◆ GIVEN ENTRIES
▽

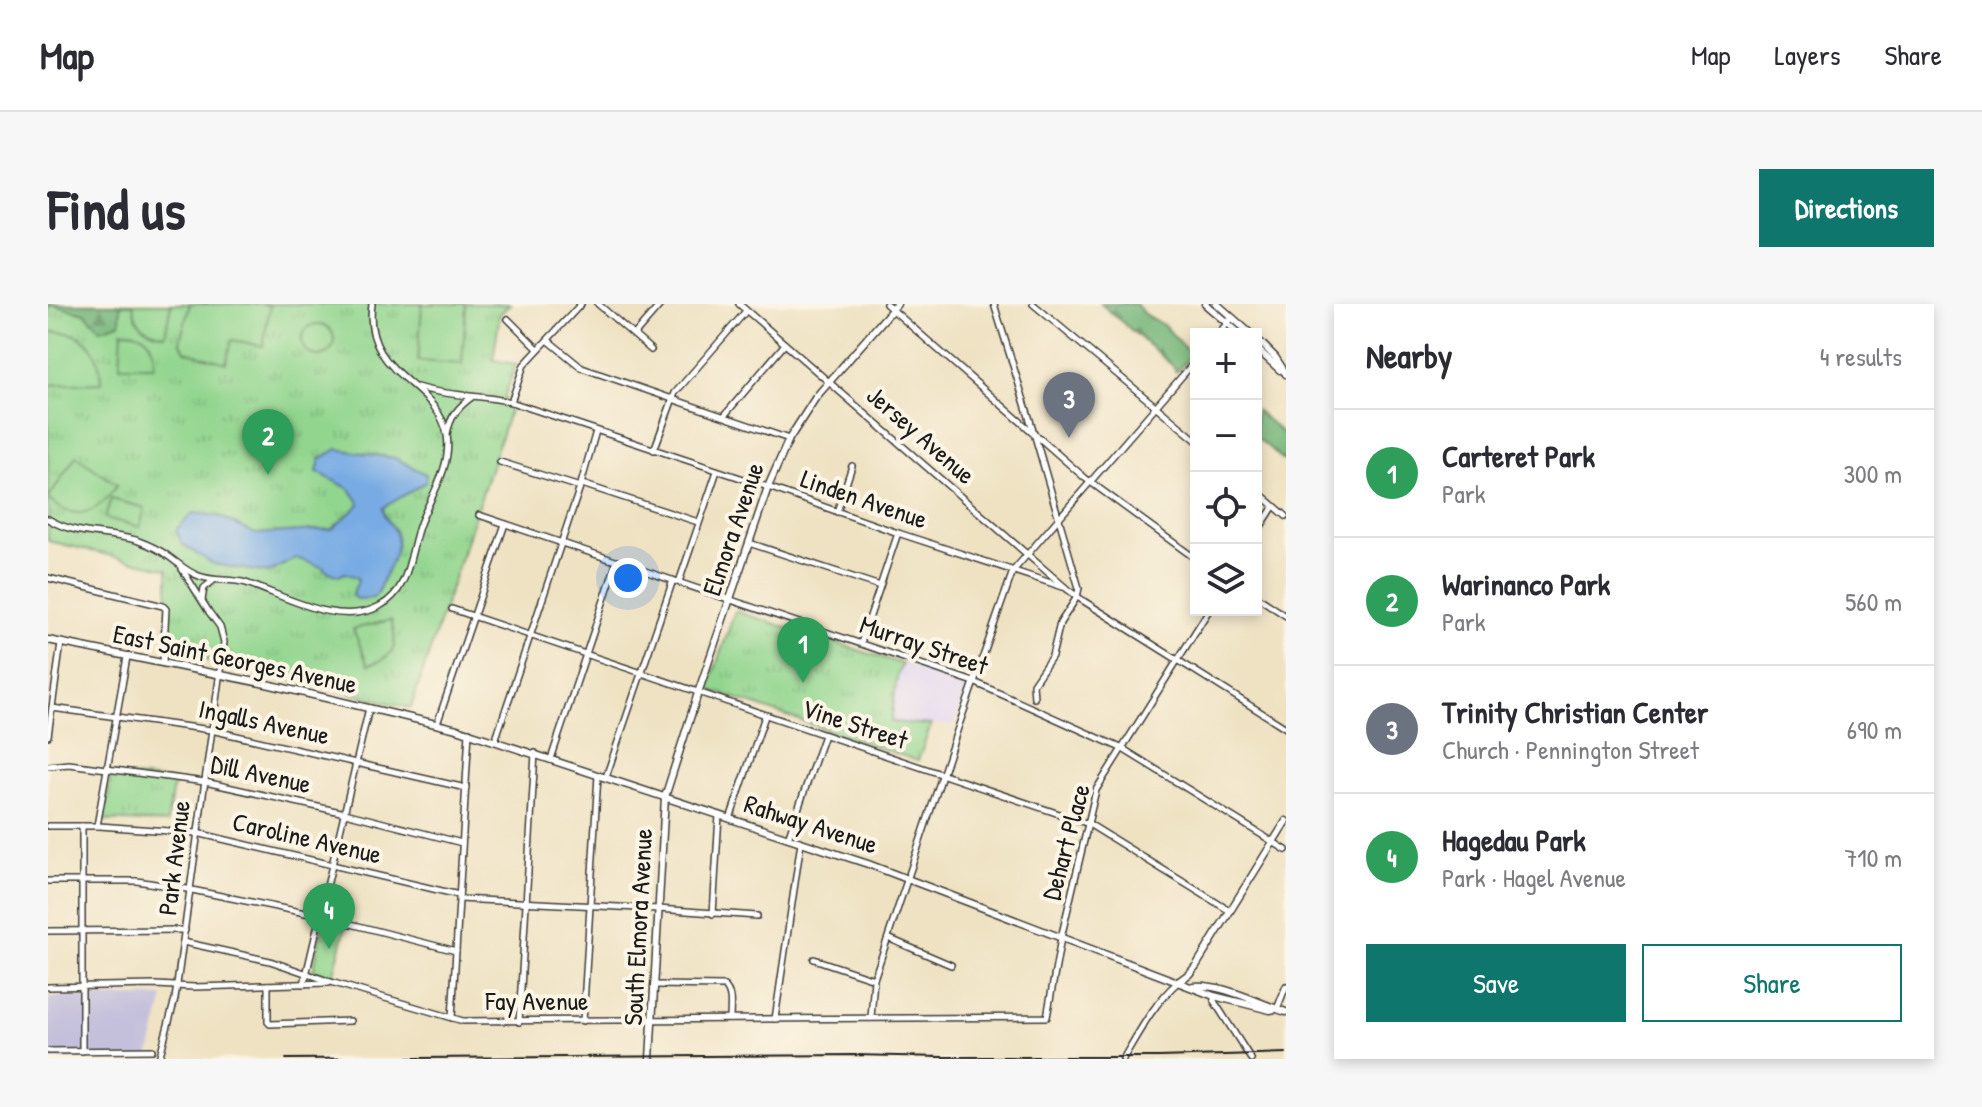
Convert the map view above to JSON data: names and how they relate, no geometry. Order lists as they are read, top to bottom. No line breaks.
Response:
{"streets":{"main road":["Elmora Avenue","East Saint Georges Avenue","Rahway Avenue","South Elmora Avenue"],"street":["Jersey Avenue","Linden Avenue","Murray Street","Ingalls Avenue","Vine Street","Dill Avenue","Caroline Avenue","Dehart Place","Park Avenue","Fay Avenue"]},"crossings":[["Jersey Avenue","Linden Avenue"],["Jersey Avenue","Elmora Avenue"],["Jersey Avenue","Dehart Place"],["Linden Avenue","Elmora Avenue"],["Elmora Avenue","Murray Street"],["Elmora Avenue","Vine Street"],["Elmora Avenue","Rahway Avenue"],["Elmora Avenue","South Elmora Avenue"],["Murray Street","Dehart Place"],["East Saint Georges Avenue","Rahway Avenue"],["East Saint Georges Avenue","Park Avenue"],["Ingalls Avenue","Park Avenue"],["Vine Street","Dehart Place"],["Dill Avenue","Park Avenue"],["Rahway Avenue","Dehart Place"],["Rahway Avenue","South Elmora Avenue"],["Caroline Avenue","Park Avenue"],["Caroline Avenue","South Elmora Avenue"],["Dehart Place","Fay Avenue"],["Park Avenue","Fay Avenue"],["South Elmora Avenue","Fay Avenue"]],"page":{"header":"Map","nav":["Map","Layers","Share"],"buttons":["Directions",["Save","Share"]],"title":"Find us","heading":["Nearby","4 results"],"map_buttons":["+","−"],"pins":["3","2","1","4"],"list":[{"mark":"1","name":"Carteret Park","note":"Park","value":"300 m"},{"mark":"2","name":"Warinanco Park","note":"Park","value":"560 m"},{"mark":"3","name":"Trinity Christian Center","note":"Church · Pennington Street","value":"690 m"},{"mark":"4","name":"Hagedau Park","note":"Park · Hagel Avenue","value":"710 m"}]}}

△
▽

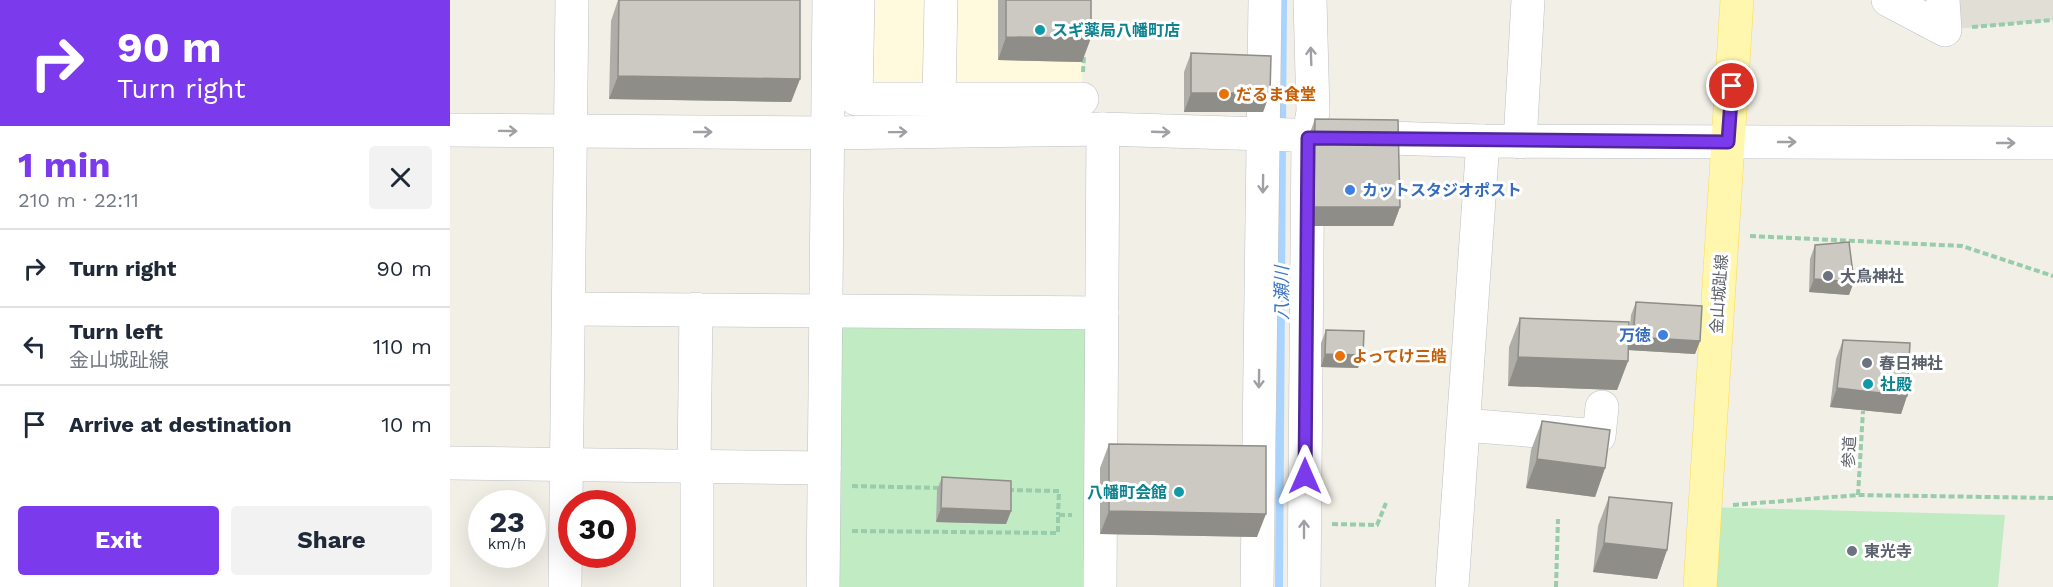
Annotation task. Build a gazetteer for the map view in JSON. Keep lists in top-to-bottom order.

△
▽

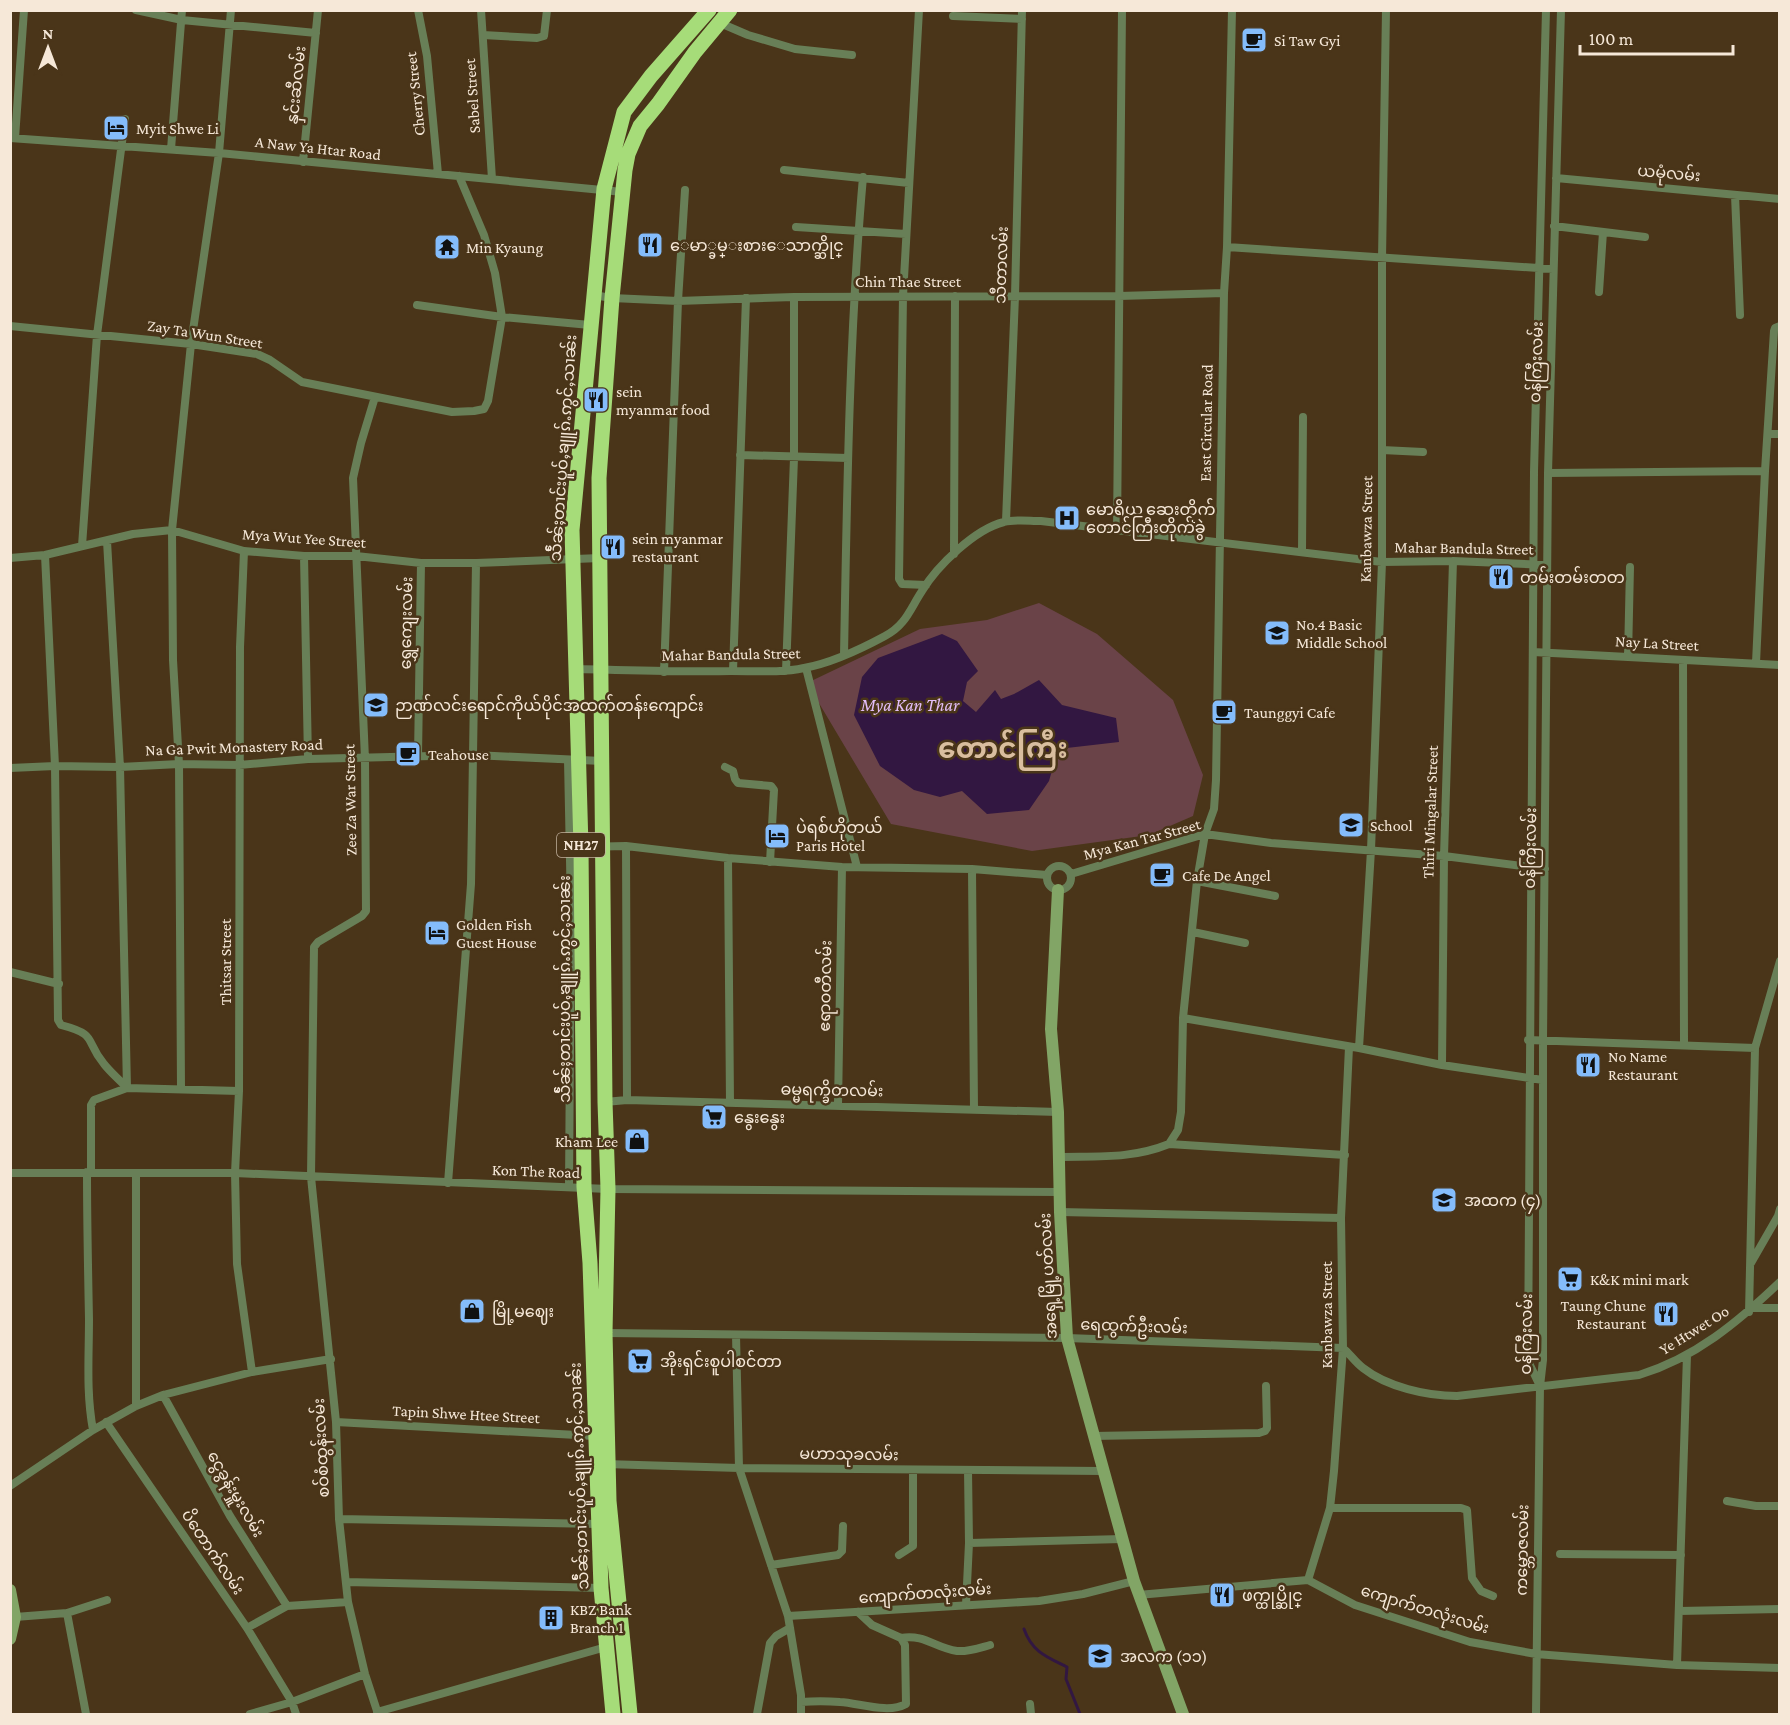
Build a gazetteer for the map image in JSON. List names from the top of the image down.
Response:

△

◆ EXERCISE REQUIREMENTS
What lines in the entries contain "lists"? Report each one by copying it.

◆ RESPONSE TO THE EXERCISE
Convert the map view above to JSON data: names and how they relate, no geometry. Order lists as they are read, top to bottom. No line breaks.
Annotation task. Build a gazetteer for the map view in JSON. Keep lists in top-to-bottom order.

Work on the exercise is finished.